**YOUR INSTRUCTIONS:** Reproduce the line with "What data does" and everything after it in the listing below, exactly, both ends included. No pictures.

**DATA LISTING:**
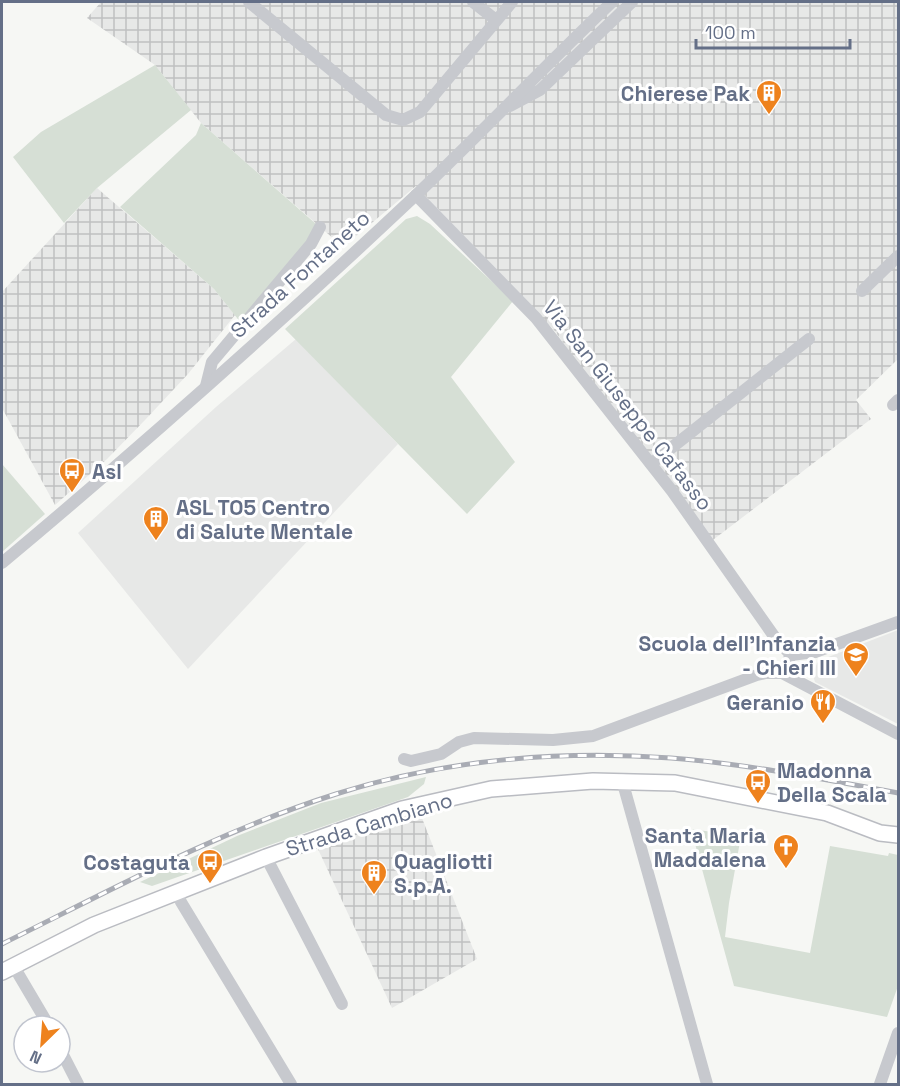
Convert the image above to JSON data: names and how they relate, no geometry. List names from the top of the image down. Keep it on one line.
{"streets":{"main road":["Strada Cambiano"],"street":["Strada Fontaneto","Via San Giuseppe Cafasso"]},"crossings":[["Strada Fontaneto","Via San Giuseppe Cafasso"]],"places":{"building":["Chierese Pak","ASL TO5 Centro di Salute Mentale","Quagliotti S.p.A."],"bus stop":["Asl","Madonna Della Scala","Costaguta"],"school or university":["Scuola dell'Infanzia - Chieri III"],"restaurant":["Geranio"],"church":["Santa Maria Maddalena"]},"scale_bar":"100 m","north":"bottom left"}
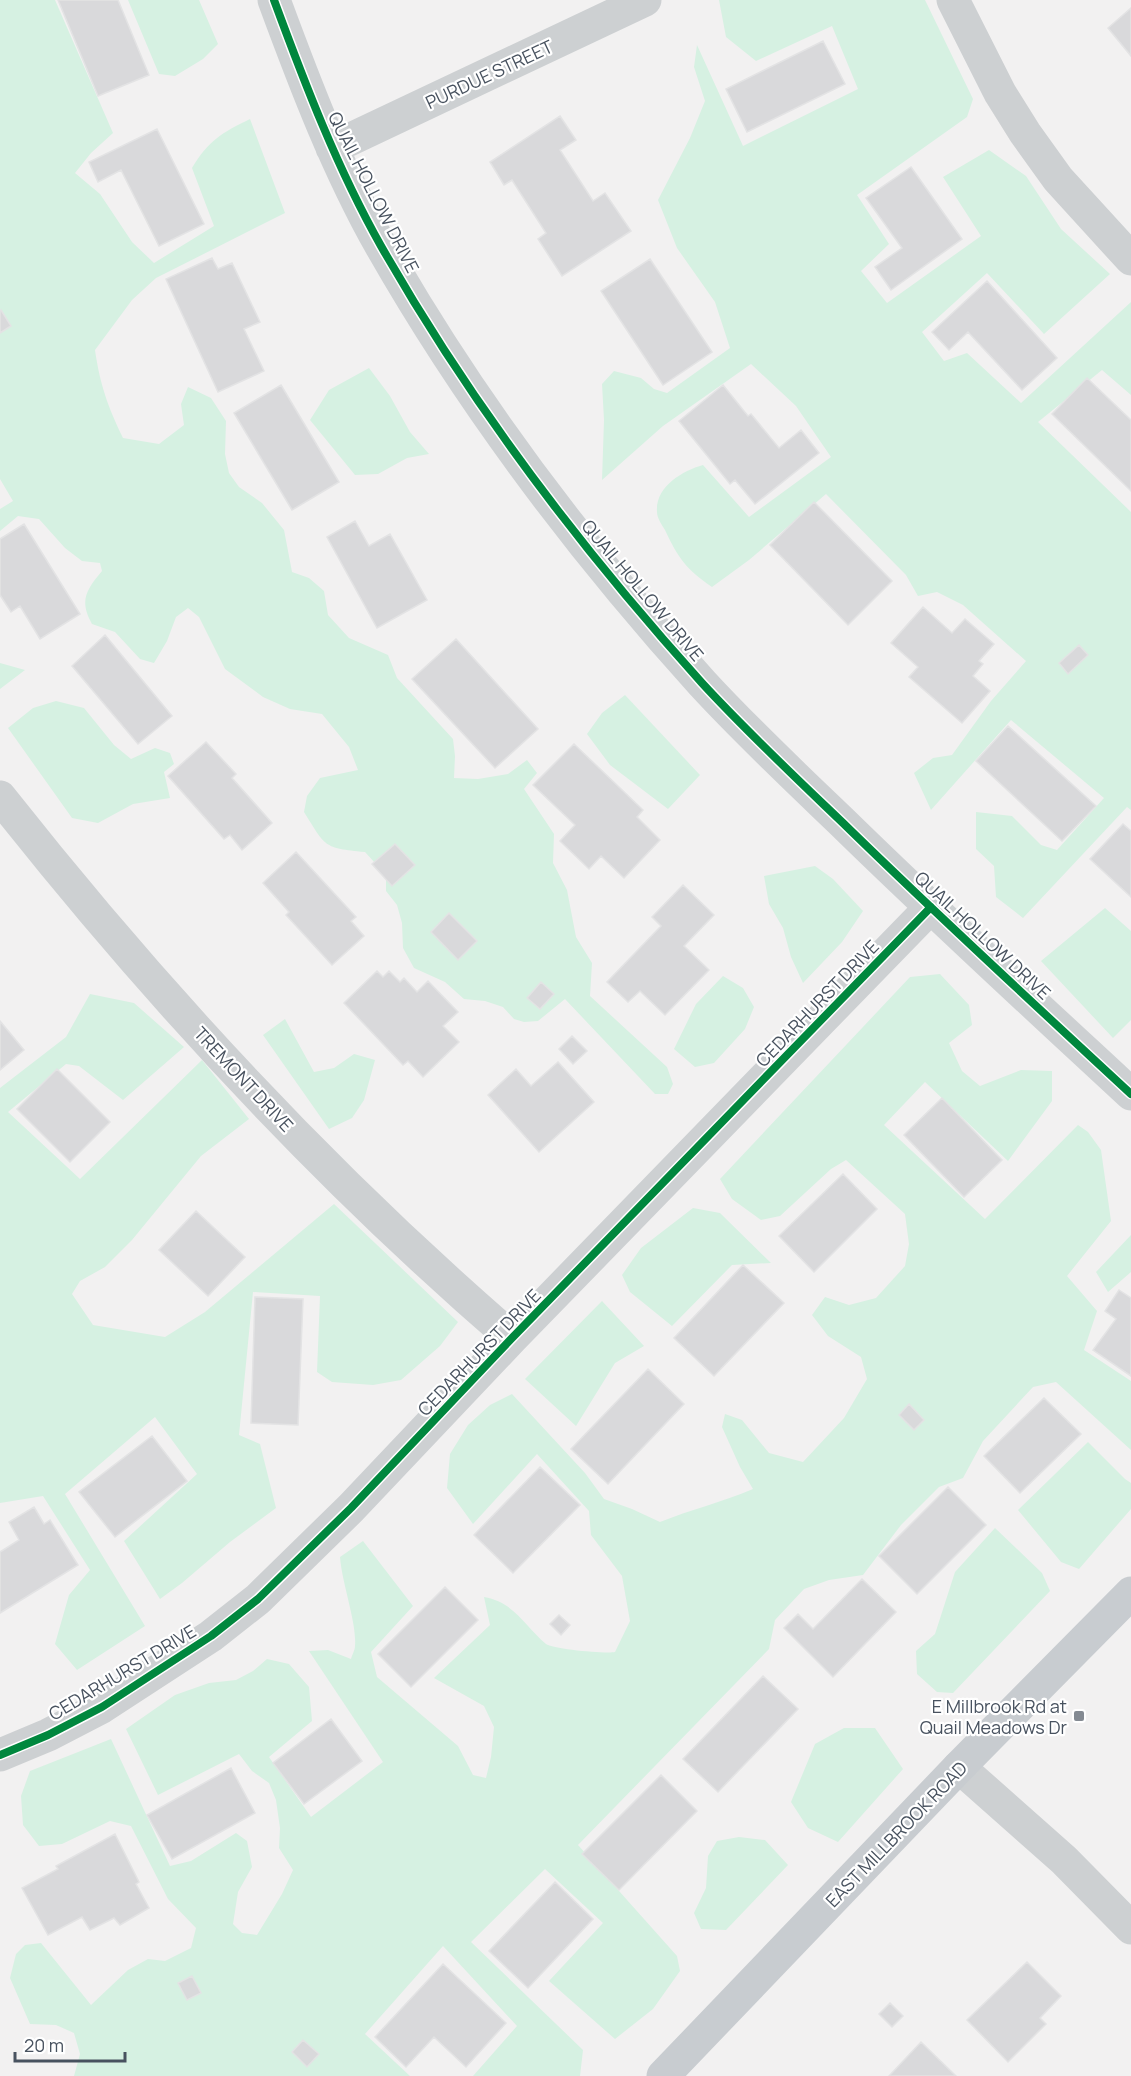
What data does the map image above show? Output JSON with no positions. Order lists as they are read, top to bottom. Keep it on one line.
{"streets":{"main road":["EAST MILLBROOK ROAD"],"street":["PURDUE STREET","QUAIL HOLLOW DRIVE","CEDARHURST DRIVE","TREMONT DRIVE"]},"crossings":[["PURDUE STREET","QUAIL HOLLOW DRIVE"],["QUAIL HOLLOW DRIVE","CEDARHURST DRIVE"],["CEDARHURST DRIVE","TREMONT DRIVE"]],"places":{"transit":["E Millbrook Rd at Quail Meadows Dr"]},"scale_bar":"20 m"}
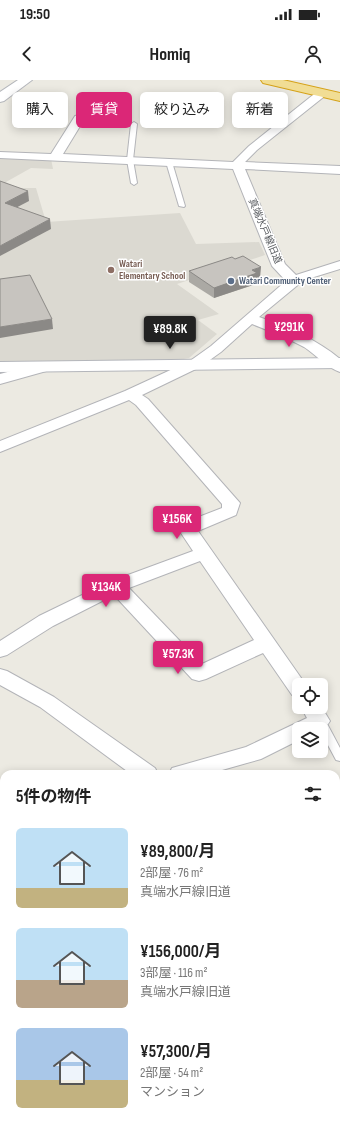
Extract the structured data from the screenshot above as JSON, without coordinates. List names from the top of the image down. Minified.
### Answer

**ANSWER SPACE:**
What data does the map image above show? Output JSON with no positions. Order lists as they are read, top to bottom. Keep it on one line.
{"streets":{"main road":["EAST MILLBROOK ROAD"],"street":["PURDUE STREET","QUAIL HOLLOW DRIVE","CEDARHURST DRIVE","TREMONT DRIVE"]},"crossings":[["PURDUE STREET","QUAIL HOLLOW DRIVE"],["QUAIL HOLLOW DRIVE","CEDARHURST DRIVE"],["CEDARHURST DRIVE","TREMONT DRIVE"]],"places":{"transit":["E Millbrook Rd at Quail Meadows Dr"]},"scale_bar":"20 m"}
Extract the structured data from the screenshot above as JSON, without coordinates. List names from the top of the image down. Minified.
### Answer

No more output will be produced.